How do I remove the trucks from my Large Scale Bachmann Climax? The contacts are getting to the point where it causes the engine to jerk. I would like to hard wire the trucks to solve this problem, but have no info on the procedure of truck removal.


----------



## itsmcgee (Jan 4, 2008)

http://trainweb.org/girr/tips/tips5/climax_tips.html 
this link may help you.


----------



## R.W. Marty (Jan 2, 2008)

Hi Doug,
I just did one today.
Put the loco on it's back, on the bottom of the truck there is a tiny screw between the wheels, two on each truck, remove them.
Turn the loco on it's side and use a pliers to pull the double spring box straight out. There is a flange that sticks out under the springs, grab that with the pliers, they come out hard.

After the spring box is removed take out the screw under it, do the same on the other side and the truck lifts right off.
Before you rewire, if your using track power, you might just clean and reinstall all the pickups and wheels. For battery installation you should probably rewire.

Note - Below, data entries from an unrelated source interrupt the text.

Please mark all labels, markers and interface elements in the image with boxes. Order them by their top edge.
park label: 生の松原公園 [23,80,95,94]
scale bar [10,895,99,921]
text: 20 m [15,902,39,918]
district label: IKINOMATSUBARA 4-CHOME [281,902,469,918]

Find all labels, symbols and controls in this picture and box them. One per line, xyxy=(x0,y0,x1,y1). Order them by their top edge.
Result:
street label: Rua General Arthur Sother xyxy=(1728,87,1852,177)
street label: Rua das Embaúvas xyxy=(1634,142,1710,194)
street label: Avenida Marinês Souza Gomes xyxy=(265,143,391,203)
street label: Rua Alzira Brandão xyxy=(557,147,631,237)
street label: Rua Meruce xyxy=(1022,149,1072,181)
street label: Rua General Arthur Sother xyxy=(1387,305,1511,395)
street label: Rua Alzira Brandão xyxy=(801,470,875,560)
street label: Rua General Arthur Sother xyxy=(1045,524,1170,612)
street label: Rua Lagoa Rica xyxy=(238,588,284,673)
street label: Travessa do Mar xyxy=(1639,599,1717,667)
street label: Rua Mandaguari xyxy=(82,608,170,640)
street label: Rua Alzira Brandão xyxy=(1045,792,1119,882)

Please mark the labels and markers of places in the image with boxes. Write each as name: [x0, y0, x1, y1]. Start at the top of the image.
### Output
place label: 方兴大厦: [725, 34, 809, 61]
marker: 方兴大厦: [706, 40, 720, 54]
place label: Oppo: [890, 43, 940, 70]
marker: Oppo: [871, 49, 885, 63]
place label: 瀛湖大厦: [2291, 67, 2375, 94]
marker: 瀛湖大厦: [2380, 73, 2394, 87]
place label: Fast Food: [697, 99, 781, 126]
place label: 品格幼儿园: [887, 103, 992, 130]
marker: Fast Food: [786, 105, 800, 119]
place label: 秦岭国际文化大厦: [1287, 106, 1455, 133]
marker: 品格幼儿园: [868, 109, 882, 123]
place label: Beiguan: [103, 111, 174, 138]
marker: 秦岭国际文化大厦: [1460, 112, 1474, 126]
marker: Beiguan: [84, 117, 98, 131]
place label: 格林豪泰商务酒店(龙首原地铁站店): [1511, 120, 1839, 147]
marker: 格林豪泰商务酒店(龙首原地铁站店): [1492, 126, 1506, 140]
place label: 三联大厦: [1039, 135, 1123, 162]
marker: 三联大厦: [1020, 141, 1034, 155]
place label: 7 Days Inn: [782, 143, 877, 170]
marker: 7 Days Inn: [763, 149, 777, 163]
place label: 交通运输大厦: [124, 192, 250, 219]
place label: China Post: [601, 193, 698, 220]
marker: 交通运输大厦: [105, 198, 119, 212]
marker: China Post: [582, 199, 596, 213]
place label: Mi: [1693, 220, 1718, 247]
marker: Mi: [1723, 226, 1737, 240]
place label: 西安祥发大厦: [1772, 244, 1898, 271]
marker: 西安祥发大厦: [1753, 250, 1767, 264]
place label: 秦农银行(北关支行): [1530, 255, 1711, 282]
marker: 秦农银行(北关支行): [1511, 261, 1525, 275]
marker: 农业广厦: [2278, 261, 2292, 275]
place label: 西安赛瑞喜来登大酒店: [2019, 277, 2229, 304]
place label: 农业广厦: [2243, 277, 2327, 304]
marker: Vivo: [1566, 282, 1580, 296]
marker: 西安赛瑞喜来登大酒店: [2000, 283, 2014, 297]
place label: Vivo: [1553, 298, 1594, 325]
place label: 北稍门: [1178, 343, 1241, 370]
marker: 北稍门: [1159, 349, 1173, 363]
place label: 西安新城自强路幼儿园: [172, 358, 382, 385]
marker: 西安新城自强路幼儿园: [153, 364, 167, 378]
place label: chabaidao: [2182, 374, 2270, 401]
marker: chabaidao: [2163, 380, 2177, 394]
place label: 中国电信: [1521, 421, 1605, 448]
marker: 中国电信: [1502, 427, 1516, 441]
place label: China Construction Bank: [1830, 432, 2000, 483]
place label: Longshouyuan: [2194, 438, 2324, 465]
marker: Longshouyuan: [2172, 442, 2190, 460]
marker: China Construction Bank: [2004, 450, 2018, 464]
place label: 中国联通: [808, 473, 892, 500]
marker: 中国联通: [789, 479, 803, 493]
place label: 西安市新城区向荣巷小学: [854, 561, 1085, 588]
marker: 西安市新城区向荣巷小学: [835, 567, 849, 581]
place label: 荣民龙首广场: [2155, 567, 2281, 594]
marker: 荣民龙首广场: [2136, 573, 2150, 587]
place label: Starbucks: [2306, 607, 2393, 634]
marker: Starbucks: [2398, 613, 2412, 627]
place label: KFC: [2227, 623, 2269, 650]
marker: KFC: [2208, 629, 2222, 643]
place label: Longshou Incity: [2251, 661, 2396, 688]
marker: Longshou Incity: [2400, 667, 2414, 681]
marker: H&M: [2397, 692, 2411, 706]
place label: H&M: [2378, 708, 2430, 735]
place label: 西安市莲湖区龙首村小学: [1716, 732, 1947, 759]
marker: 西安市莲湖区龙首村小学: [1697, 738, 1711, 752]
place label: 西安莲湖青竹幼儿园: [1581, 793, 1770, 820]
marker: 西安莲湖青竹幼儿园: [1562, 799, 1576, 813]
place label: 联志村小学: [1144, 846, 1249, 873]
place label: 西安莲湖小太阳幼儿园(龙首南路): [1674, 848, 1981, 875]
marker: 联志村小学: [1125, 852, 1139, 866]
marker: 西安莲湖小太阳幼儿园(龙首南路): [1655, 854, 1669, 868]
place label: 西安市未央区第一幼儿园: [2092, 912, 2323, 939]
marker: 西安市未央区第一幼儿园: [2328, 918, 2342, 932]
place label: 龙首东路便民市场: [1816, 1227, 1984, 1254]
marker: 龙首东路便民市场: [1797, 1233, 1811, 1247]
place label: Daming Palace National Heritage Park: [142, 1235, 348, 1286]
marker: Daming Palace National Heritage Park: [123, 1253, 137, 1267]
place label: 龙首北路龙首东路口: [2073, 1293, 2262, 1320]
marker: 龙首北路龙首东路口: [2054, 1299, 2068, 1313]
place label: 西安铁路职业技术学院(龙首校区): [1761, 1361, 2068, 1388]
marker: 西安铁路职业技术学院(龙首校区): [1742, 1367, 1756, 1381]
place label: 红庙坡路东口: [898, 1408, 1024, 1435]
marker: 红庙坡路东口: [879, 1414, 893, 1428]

To clean the wheel pickups pull the bottom cover, 6 screws, and lift off. The brass sleeve plungers lift right out with a little pry. Be careful because the ball bearing, spring, and plunger will all want to go a seperate direction.

Luck with it.
Rick Marty


----------



## Doug Bowman (Jan 8, 2008)

Thanks Rick,
That's exactly what I did. After writing the email I took a closer look at the loco and figured out how to get the truck off. Cleaned all the contacts, etc. Put it back together and the thing runs like new again. Oh! I am using track power. Hadn't run the engine for at least 8 month's so I guess the dust and corrosion had settled in.


----------